Il tentativo estremo dell’Unione Europea e degli Stati Uniti di creare i presupposti per la ripresa delle trattative sulla liberalizzazione del settore agricolo, giunte ad una fase di stallo, sembra essersi ritorto loro contro, visto che i paesi in via di sviluppo hanno criticato aspramente le due superpotenze commerciali per essere tornate sulle posizioni che avevano ai tempi dell’Uruguay Round (1984-96), avendo stipulato degli accordi sottobanco senza la partecipazione di alcuno degli altri 144 paesi membri dell’organizzazione.

Brasile, India e Cina ­ Paesi volani dell’economia del mondo in via di sviluppo ­ sono prontamente intervenuti con un documento in cui si chiede che europei e americani la smettano di menare il can per l’aia e riducano drasticamente la portata di quelle agevolazioni che consentono di immettere sui mercati mondiali enormi quantità di cereali e di carni a basso prezzo, escludendo così dai giochi centinaia di migliaia di agricoltori dei Paesi in via di sviluppo.

Le trattative mirate a subordinare i diritti di proprietà intellettuale alle esigenze di salute pubblica sono giunte a un punto morto, in quanto gli Stati Uniti non intendono scostarsi dal principio secondo cui la parziale liberalizzazione dei brevetti andrebbe limitata soltanto laddove si tratti di farmaci contro Hiv-Aids, malaria e tubercolosi, in aperta sfida alla dichiarazione della quarta conferenza ministeriale del Wto tenutasi nel 2001 a Doha, la quale privilegia chiaramente le questioni di salute pubblica rispetto ai diritti di proprietà intellettuale.

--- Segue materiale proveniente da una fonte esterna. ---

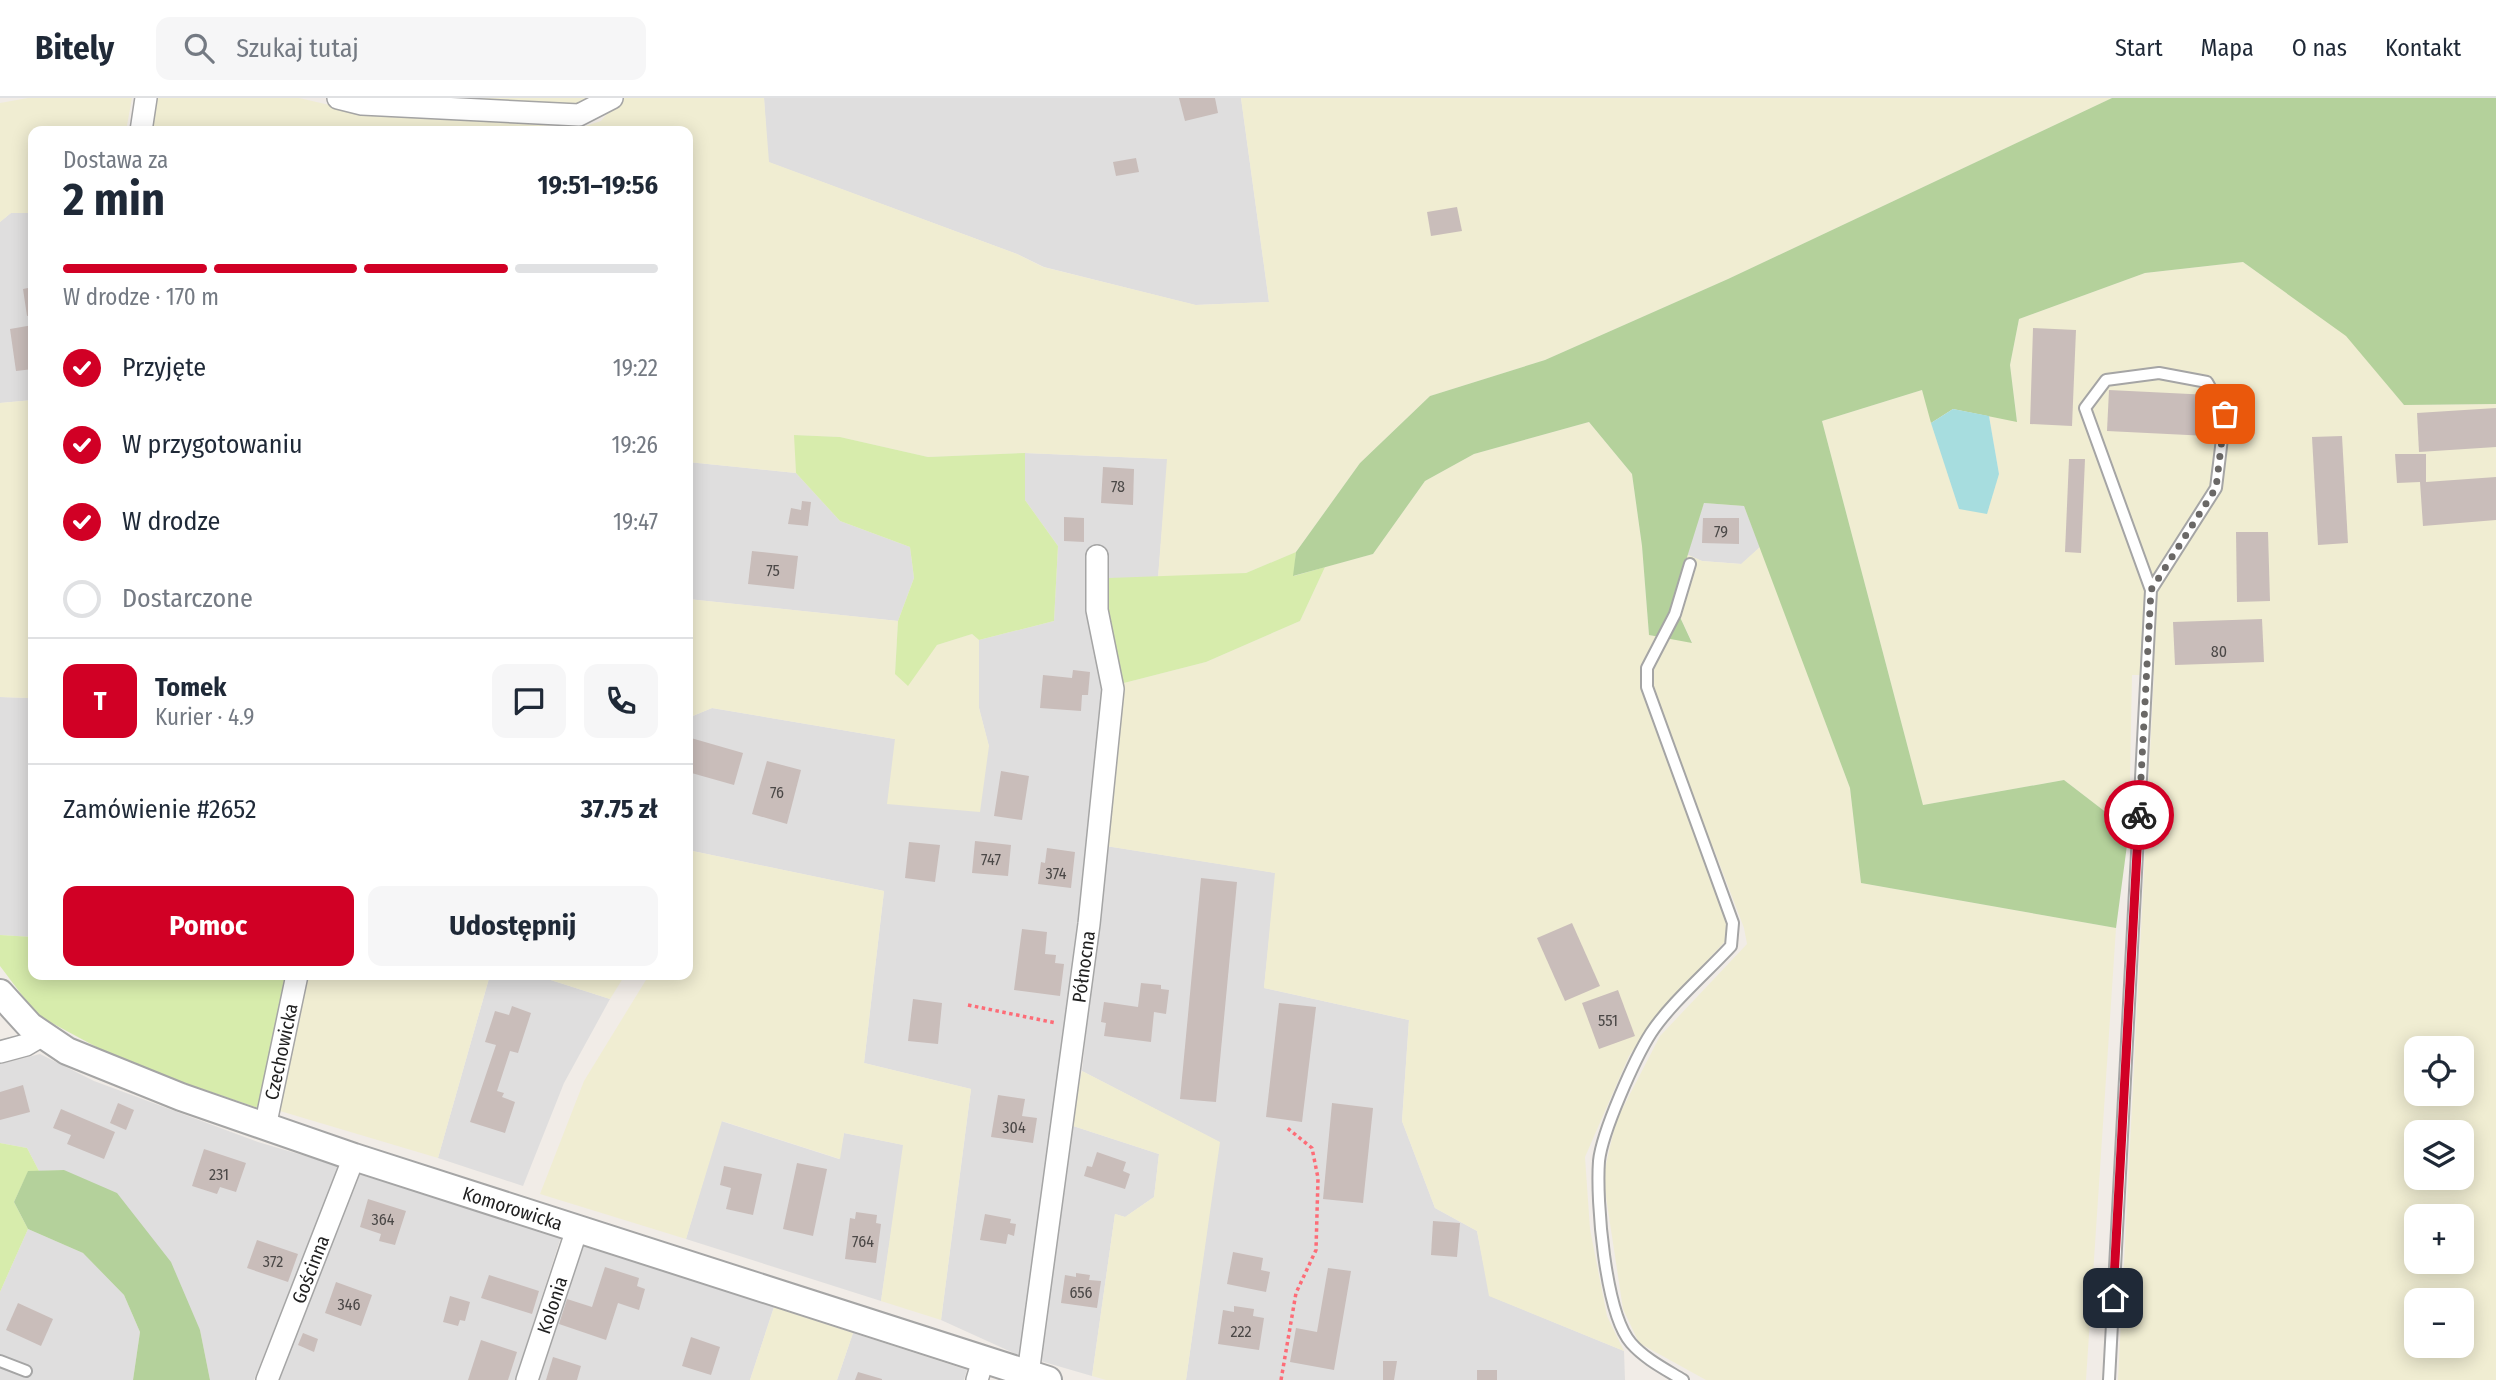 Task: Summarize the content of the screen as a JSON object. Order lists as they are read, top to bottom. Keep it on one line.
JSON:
{"streets":{"street":["Północna","Czechowicka","Komorowicka","Gościnna","Kolonia"]},"crossings":[["Północna","Komorowicka"],["Czechowicka","Komorowicka"],["Komorowicka","Gościnna"],["Komorowicka","Kolonia"]],"house_numbers":["78","79","75","80","76","747","374","551","304","231","364","764","372","656","346","222"],"page":{"header":"Bitely","search":"Szukaj tutaj","nav":["Start","Mapa","O nas","Kontakt"],"heading":["2 min","Dostawa za","19:51–19:56"],"panel":["Tomek","Kurier · 4.9","Zamówienie #2652","37.75 zł"],"bar":"W drodze · 170 m","list":[["Przyjęte","19:22"],["W przygotowaniu","19:26"],["W drodze","19:47"],"Dostarczone"],"round":"T","buttons":["Pomoc","Udostępnij"],"map_buttons":["+","−"]}} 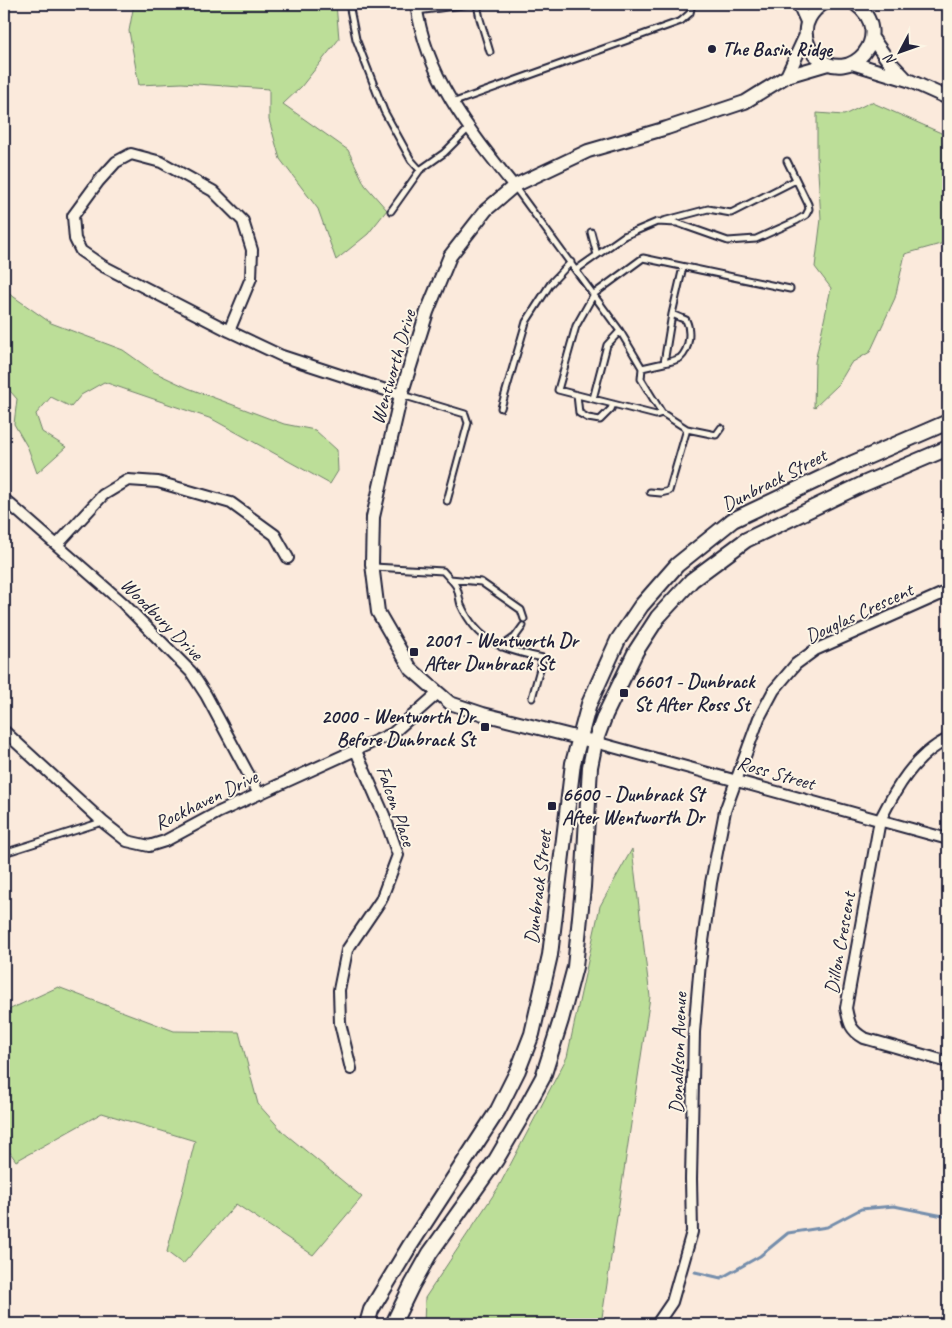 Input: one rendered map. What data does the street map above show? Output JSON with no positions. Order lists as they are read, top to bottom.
{
  "streets": {
    "main road": ["Dunbrack Street"],
    "street": [
      "Wentworth Drive",
      "Douglas Crescent",
      "Woodbury Drive",
      "Ross Street",
      "Rockhaven Drive",
      "Falcon Place",
      "Dillon Crescent",
      "Donaldson Avenue"
    ]
  },
  "crossings": [
    ["Wentworth Drive", "Dunbrack Street"],
    ["Wentworth Drive", "Ross Street"],
    ["Wentworth Drive", "Rockhaven Drive"],
    ["Dunbrack Street", "Ross Street"],
    ["Douglas Crescent", "Ross Street"],
    ["Douglas Crescent", "Donaldson Avenue"],
    ["Woodbury Drive", "Rockhaven Drive"],
    ["Ross Street", "Dillon Crescent"],
    ["Ross Street", "Donaldson Avenue"],
    ["Rockhaven Drive", "Falcon Place"]
  ],
  "places": {
    "other": ["The Basin Ridge"],
    "transit": [
      "2001 - Wentworth Dr After Dunbrack St",
      "6601 - Dunbrack St After Ross St",
      "2000 - Wentworth Dr Before Dunbrack St",
      "6600 - Dunbrack St After Wentworth Dr"
    ]
  },
  "north": "bottom left"
} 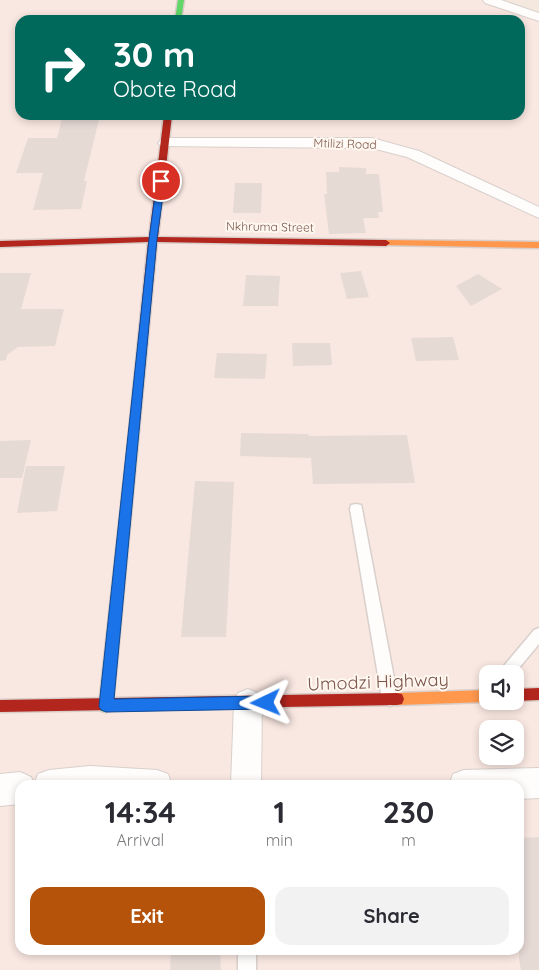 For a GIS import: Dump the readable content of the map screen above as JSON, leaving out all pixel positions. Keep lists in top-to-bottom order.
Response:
{
  "streets": {
    "main road": ["Nkhruma Street", "Umodzi Highway"],
    "street": ["Mtilizi Road"]
  },
  "page": {
    "turn": ["30 m", "Obote Road"],
    "eta": [
      "14:34",
      "Arrival",
      "1",
      "min",
      "230",
      "m"
    ],
    "buttons": ["Exit", "Share"]
  }
} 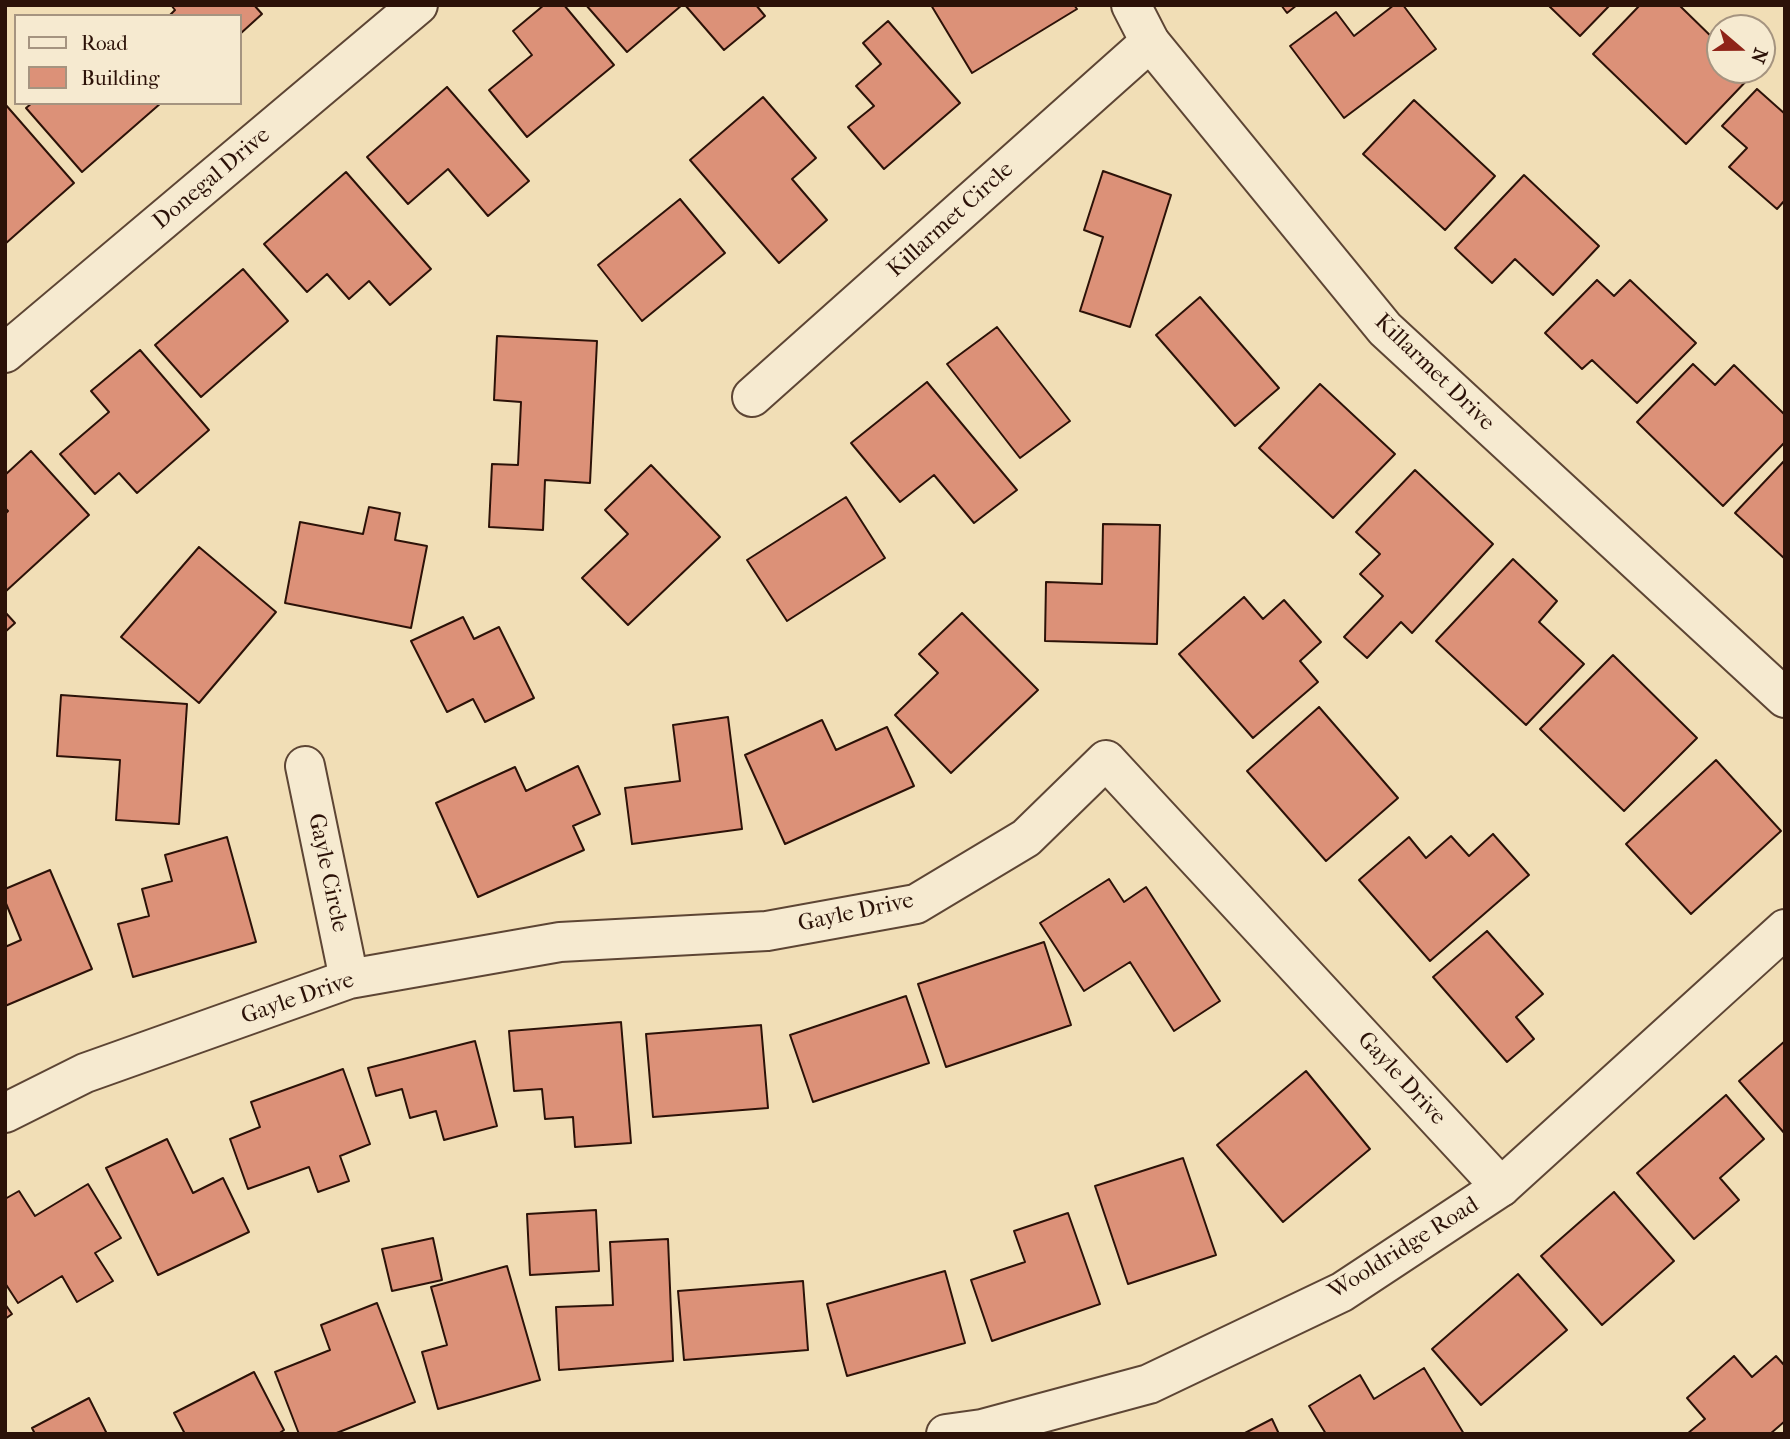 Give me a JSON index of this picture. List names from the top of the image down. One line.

Non si è registrato alcuno spostamento nelle trattative intese a portare sotto la giurisdizione del Wto le questioni riguardanti gli investimenti, le politiche di concorrenza, la trasparenza degli appalti pubblici, gli scambi agevolati in ambito commerciale, che Bruxelles e Washington hanno interpretato come centrali alla Dichiarazione di Doha. In effetti, a tutt’ oggi non si è giunti a un punto di accordo sul fatto se esistano o no i presupposti formali per un avvio delle trattative.

Alcuni osservatori fanno notare come stiano venendo a galla quelli che sono i tre fattori principali che hanno determinato il fallimento della terza conferenza ministeriale di Seattle, del dicembre 1999: la crisi del settore agricolo Ue-Usa è nuovamente in primo piano, i Paesi in via di sviluppo sono più risentiti che mai, e la società civile si sta mobilitando. Il fattore società civile non va assolutamente sottovalutato.

Seppure non si disponga di dati certi, non è escluso che a Cancun possa convergere da tutto il mondo una folla che potrebbe raggiungere le 15mila persone. Senza escludere la possibilità che un certo numero di Zapatisti, ovvero appartenenti all’organizzazione di insurrezionalisti armati provenienti dalle comunità paesane indigene del Chiapas, nel sud del Messico, possano aggregarsi alla contestazione, trasformando così la conferenza in un’occasione di ampia protesta nazionale.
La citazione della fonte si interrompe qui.